Secret Thoughts in Italy

Secret Thoughts in Italy

























I’m not at the Venice Biennial this year. Instead I’m watching birds at a residency in Piedmont. But some things you don’t have to see for real to know what it’s about. “Venice Goes Crazy for Anne Imhof’s Bleak S&M Flavored German Pavilion” Artnet writes. Instead of on a rope, Imhof’s dancers are now moving (still like toads) on a glass transparent floor in the German Pavilion. Same same neoliberal capitalist stuff. The smug vain posing of the dancers totally goes on my nerves. Honestly, don’t you feel like going there and give them a slap from left to right? 

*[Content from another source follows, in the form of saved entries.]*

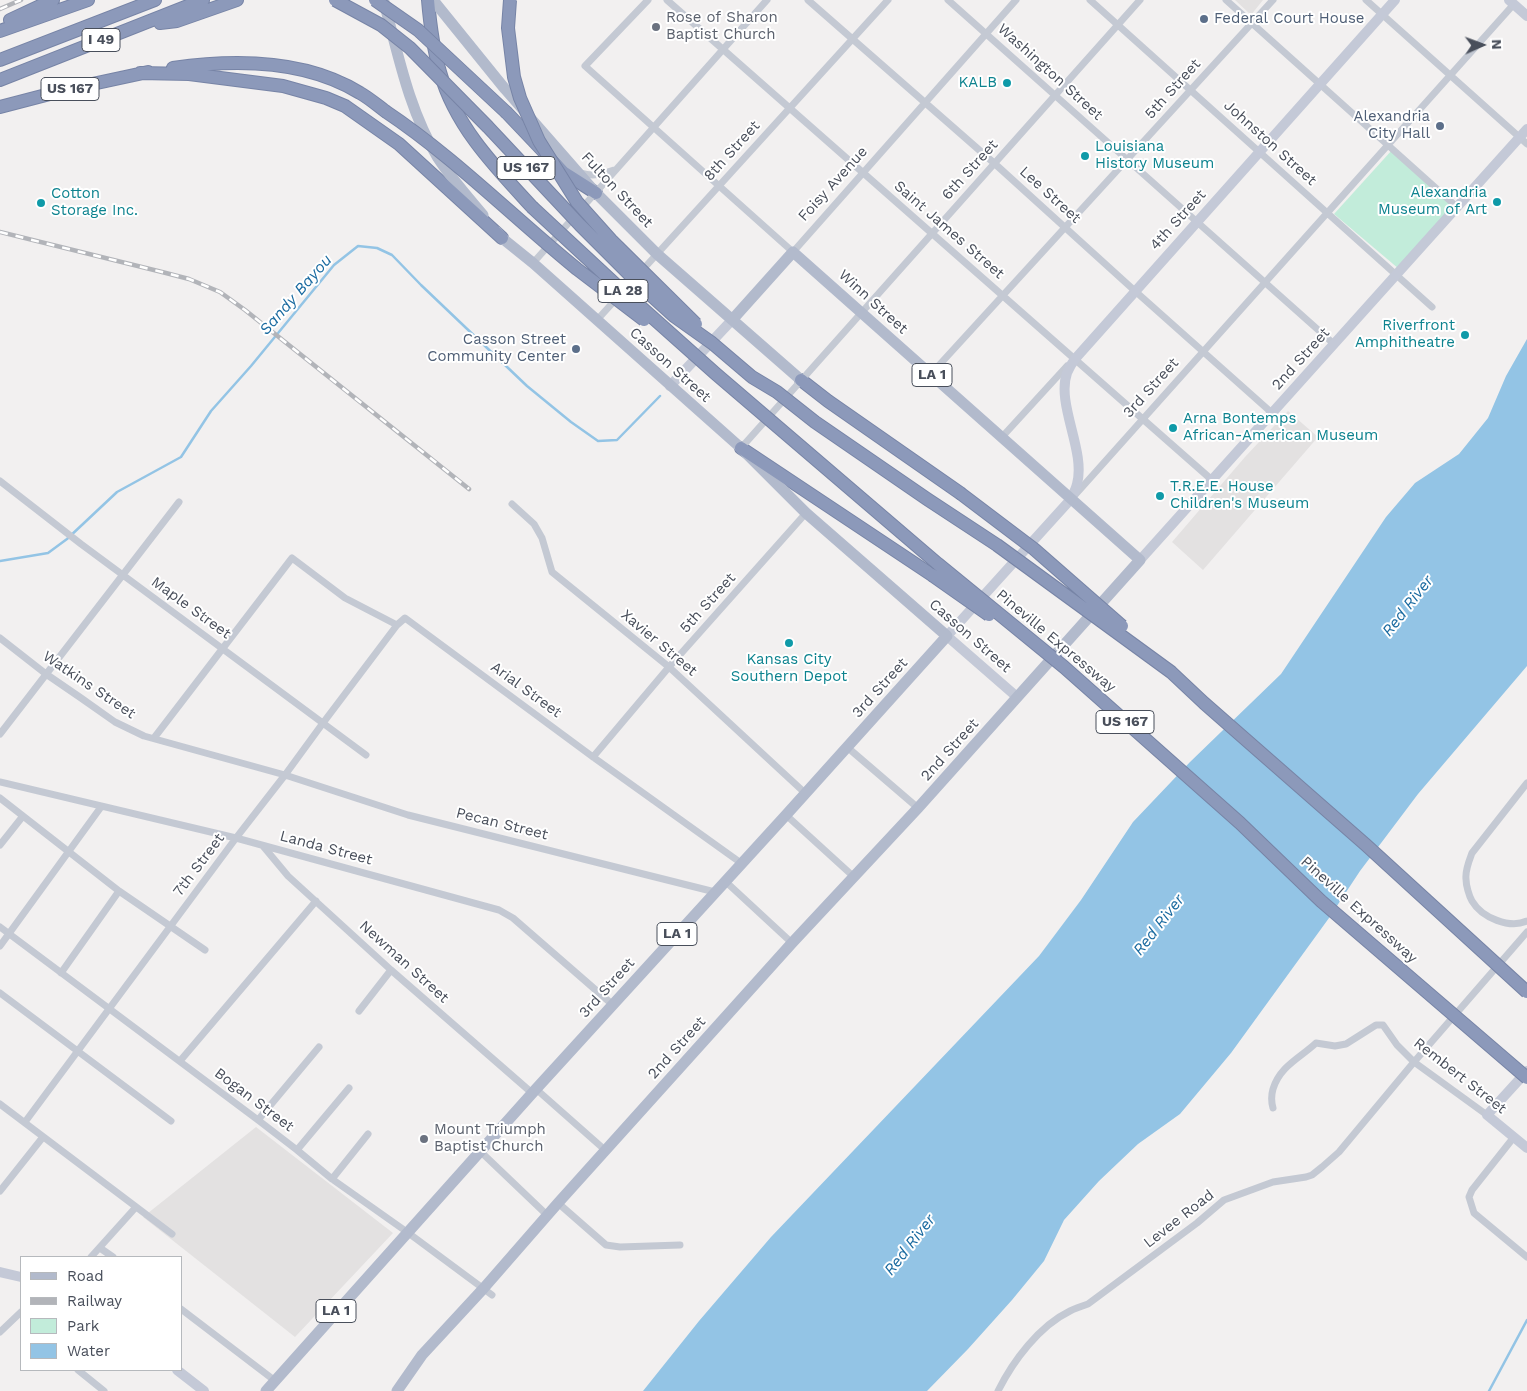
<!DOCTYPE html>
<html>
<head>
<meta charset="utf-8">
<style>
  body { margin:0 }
  #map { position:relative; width:1527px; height:1391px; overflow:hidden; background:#f2f0f0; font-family:"Work Sans",sans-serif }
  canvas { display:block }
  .legend { position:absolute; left:20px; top:1256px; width:162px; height:115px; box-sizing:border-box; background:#fff; border:1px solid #b6b9bd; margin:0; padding:6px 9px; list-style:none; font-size:15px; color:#494f5b }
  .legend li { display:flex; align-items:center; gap:10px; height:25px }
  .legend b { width:25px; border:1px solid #b6b9bd }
  .north { position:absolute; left:1457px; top:20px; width:50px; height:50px; -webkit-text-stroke:4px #fff; paint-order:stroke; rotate:88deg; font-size:14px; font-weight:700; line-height:20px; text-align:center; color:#494f5b }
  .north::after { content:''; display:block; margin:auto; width:18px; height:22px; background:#494f5b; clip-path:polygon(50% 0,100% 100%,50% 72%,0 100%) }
</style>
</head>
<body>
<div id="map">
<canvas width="1527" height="1391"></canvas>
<ul class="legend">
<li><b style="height:6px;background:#b2bacc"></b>Road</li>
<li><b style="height:6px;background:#b2b4b9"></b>Railway</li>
<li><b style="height:14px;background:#c2ecda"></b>Park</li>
<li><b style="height:14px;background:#93c4e5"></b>Water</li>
</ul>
<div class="north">N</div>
</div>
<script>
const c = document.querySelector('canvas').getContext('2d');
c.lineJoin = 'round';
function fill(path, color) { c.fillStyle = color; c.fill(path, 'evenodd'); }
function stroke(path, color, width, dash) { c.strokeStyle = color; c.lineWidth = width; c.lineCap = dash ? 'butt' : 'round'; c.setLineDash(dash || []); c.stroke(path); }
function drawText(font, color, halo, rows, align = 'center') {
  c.font = font + ' "Work Sans",sans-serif'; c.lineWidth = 4; c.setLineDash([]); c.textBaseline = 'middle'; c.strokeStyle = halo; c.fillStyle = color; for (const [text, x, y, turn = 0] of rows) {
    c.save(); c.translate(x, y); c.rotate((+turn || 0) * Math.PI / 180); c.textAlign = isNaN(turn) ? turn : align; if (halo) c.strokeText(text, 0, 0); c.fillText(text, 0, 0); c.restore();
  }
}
const education = new Path2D(`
  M1235 0H1263L1251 15Z
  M1288 411 1318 437 1203 570 1172 542 1245 457Z
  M256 1127 393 1233 295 1337 143 1217Z`);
const green = new Path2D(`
  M1392 150 1456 207 1399 269 1334 214Z`);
const water = new Path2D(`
  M1527 339V666L1418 794 1360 871 1329 918 1231 1053 1180 1114 1138 1144 1099 1181 1064 1220 1044 1261 1012 1300 968 1349 927 1391H643L699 1321 771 1237 1039 956 1081 900 1133 822 1190 762 1281 674 1386 517 1415 483 1459 454 1488 418 1506 376Z`);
const stream = new Path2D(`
  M0 561 48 553 67 539 117 492 181 457 211 411 251 366 334 265 358 246 377 248 392 255 421 285 527 386 571 422 598 441 617 440 660 396
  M1489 1391 1527 1320`);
const street = new Path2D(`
  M648 0 585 66 793 252 1016 0
  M667 0 1212 480
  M808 0 994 163 1135 291 1272 413
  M948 0 1334 344
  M1090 0 1432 307
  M1226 0 1457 207
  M1366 0 1527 144
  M581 173C593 177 603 174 614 170
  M533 263 767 0
  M597 320 888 0
  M931 374 1273 0
  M1002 437 1067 366
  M741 448 1140 0
  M0 481 81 544 366 755
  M1075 495 1514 4
  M512 504 534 524 542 538 552 572 669 667 805 793
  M0 638 46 674 81 698 115 722 144 736 285 775 408 815 715 892
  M0 734 179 502
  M154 738 292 558 345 598 397 625 405 618 593 757 741 863
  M847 747 918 808
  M593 757 669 667 806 513
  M0 782 236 838 499 910 513 918 613 1005
  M1527 783 1472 853C1469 861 1465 870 1466 879 1466 885 1469 896 1472 901 1482 918 1510 929 1527 921
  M0 798 119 891 205 950
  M786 815 854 877
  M0 845 23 816
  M263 846 288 876 391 970 532 1093
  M725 881 792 943
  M0 927 258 1120 297 1150 332 1179 407 1232 492 1295
  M0 946 101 807
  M61 973 119 891
  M0 993 171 1121
  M359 1011 391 970
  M180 1061 316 901
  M536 1089 605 1150
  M0 1104 172 1234
  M1273 1108C1271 1101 1271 1096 1273 1089 1280 1066 1300 1058 1316 1043L1335 1046 1346 1044 1376 1025H1383L1397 1045 1414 1062 1487 1115
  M258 1120 319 1047
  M25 1122 236 838 285 775 323 723 397 625
  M1514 1137 1472 1190 1469 1197 1474 1213 1527 1257
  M297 1150 349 1088
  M481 1152 547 1215
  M332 1179 368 1134
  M0 1191 43 1137
  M558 1203 606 1245 620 1247 680 1245
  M100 1248 113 1257
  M91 1257 136 1207
  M181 1309 274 1380
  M0 1332 21 1312
  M78 1370 104 1391
  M998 1391C1013 1361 1039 1326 1070 1311 1076 1308 1082 1306 1088 1304L1197 1223 1224 1200 1273 1182 1306 1177 1312 1175 1322 1167 1339 1152 1414 1062 1527 932`);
const secondary = new Path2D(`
  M1509 0 1527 16
  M670 386 732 320
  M1140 560 1527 129
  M1017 697 947 636 1071 499C1073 494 1076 489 1077 484 1086 451 1056 404 1067 373 1069 368 1072 363 1075 359L1395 0
  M1527 1071 1487 1115 1527 1148
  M0 1272 21 1277
  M177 1370 204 1391`);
const primary = new Path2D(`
  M433 0 505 89 596 193 657 254 801 380
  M384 2C398 54 409 111 438 158 451 178 468 197 483 215
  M266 1391 536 1089 786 815 947 636 806 513 741 448 533 263 502 238 497 232
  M397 1391 422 1355 483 1289 558 1203 792 943 918 808 1140 560 793 252 732 320`);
const highway = new Path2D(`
  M428 0C430 24 433 48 440 72 455 126 495 167 532 207
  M10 20 53 0
  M160 23 177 21 237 0
  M0 31 88 0
  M0 60 155 0
  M173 68C235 59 305 59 360 93 369 98 377 105 385 111
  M140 73 189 74 283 86 326 98 345 106 399 144 502 238
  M0 80 203 0
  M0 107 69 89 148 72
  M507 113 563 172 596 193
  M801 380 828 401 960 493
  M741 448 932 575`);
const rail = new Path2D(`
  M0 9 21 0
  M0 232 162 272 189 279 220 292 245 310 469 489`);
const highwayBridge = new Path2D(`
  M335 0 381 25 410 48 488 127 580 225 642 287 674 316 712 343 752 377 777 392 815 422 927 499 997 545 1171 672 1204 703 1366 845 1527 992
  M375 0 418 30 507 113
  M510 0 508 28 514 77 520 98 539 141 577 202 611 240 696 324
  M385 111C454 157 513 217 577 269 599 286 622 303 644 320
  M532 207 615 284 716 374 938 564 1064 667 1240 823 1321 901 1527 1078
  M960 493 1034 549 1122 626
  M932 575 989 615`);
const markers = [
  [1204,19,5,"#5c6f8a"],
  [656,27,5,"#6b7280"],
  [1007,83,5,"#0f9aa8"],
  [1440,126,5,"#5c6f8a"],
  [1085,156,5,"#0f9aa8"],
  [1497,202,5,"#0f9aa8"],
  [41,203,5,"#0f9aa8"],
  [1465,335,5,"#0f9aa8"],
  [576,349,5,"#5c6f8a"],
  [1173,428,5,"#0f9aa8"],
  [1160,496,5,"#0f9aa8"],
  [789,643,5,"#0f9aa8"],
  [424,1139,5,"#6b7280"]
];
const shields = [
  [101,40,38],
  [70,89,58],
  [526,168,58],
  [623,291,50],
  [932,375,40],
  [1125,722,58],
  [677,934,40],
  [336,1311,40]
];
const shieldNames = [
  ["I 49",101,40],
  ["US 167",70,89],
  ["US 167",526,168],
  ["LA 28",623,291],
  ["LA 1",932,375],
  ["US 167",1125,722],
  ["LA 1",677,934],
  ["LA 1",336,1311]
];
const worshipNames = [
  ["Rose of Sharon",666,18],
  ["Baptist Church",666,35],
  ["Mount Triumph",434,1130],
  ["Baptist Church",434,1147]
];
const serviceNames = [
  ["Federal Court House",1214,19,"left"],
  ["Alexandria",1430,117],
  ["City Hall",1430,134],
  ["Casson Street",566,340],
  ["Community Center",566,357]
];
const streetNames = [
  ["Washington Street",1050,72,42],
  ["5th Street",1173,89,-48],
  ["Johnston Street",1270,143,42],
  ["8th Street",732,151,-48],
  ["6th Street",970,170,-48],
  ["Foisy Avenue",833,184,-48],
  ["Fulton Street",617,190,47],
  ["Lee Street",1050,195,42],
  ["4th Street",1178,220,-48],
  ["Saint James Street",949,230,41],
  ["Winn Street",873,302,42],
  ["2nd Street",1301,359,-48],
  ["Casson Street",670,365,42],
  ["3rd Street",1151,388,-48],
  ["5th Street",708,603,-48],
  ["Maple Street",191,608,36],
  ["Casson Street",970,636,41],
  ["Pineville Expressway",1056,641,40],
  ["Xavier Street",659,643,40],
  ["Watkins Street",89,685,34],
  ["3rd Street",880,688,-48],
  ["Arial Street",526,690,36],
  ["2nd Street",950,750,-48],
  ["Pecan Street",502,824,14],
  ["Landa Street",326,848,15],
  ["7th Street",199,865,-53],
  ["Pineville Expressway",1359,910,42],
  ["Newman Street",404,962,42],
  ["3rd Street",607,988,-48],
  ["2nd Street",677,1048,-48],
  ["Rembert Street",1460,1076,38],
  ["Bogan Street",254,1100,37],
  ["Levee Road",1179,1219,-38]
];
const cultureNames = [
  ["KALB",997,83,"right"],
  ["Louisiana",1095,147],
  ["History Museum",1095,164],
  ["Alexandria",1487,193,"right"],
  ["Museum of Art",1487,210,"right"],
  ["Cotton",51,194],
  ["Storage Inc.",51,211],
  ["Riverfront",1455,326,"right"],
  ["Amphitheatre",1455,343,"right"],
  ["Arna Bontemps",1183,419],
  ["African-American Museum",1183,436],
  ["T.R.E.E. House",1170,487],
  ["Children's Museum",1170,504],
  ["Kansas City",789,660,"center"],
  ["Southern Depot",789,677,"center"]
];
const waterNames = [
  ["Sandy Bayou",296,295,-49],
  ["Red River",1408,606,-52],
  ["Red River",1159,925,-52],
  ["Red River",910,1245,-52]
];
fill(education, '#e3e1e1');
fill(green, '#c2ecda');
fill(water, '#93c4e5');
stroke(stream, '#93c4e5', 2.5);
stroke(highway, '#7784a6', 14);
stroke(street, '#c4c9d3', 7);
stroke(secondary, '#c4c9d7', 10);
stroke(primary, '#b2bacc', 11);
stroke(highway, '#8c99ba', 12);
stroke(rail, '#b2b4b9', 4.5);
stroke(rail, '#fff', 2.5, [8]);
stroke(highwayBridge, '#7784a6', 14, []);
stroke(highwayBridge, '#8c99ba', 12);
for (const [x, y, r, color] of markers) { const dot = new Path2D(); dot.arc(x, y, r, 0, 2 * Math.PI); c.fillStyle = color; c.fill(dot); stroke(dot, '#fff', 2); }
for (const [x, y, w] of shields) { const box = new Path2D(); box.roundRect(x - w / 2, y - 11.5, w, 23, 4); c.fillStyle = '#fff'; c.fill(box); stroke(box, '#494f5b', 1); }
drawText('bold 14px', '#494f5b', null, shieldNames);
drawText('15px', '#5b616d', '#fff', worshipNames, 'left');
drawText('15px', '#4e5e75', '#fff', serviceNames, 'right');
drawText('15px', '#494f5b', '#fff', streetNames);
drawText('15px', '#0d838f', '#fff', cultureNames, 'left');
drawText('italic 16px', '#18699f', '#fff', waterNames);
</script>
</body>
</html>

The review in Artnet News is very fitting. Read this text and tell me what the author is saying really. What freedom? Whose freedom? These kind of reviews make me feel sick in the stomach:

“Her brooding set pieces seem to capture the anxious mood of our time, where the freedoms that we enjoyed and took for granted for so long seem to be about to topple down. Imhof’s work may be “sexy” but it is not “pretty,” and neither is contemporary life for many. The dark beauty she conjures up is like a new Gothic style for our age: romantic, sublime, and terrifying. Because despite its formal fancies, its underlying themes hit very close to home.”

Another secret thought: Hans Ulrich Obrist is a sleeping pill.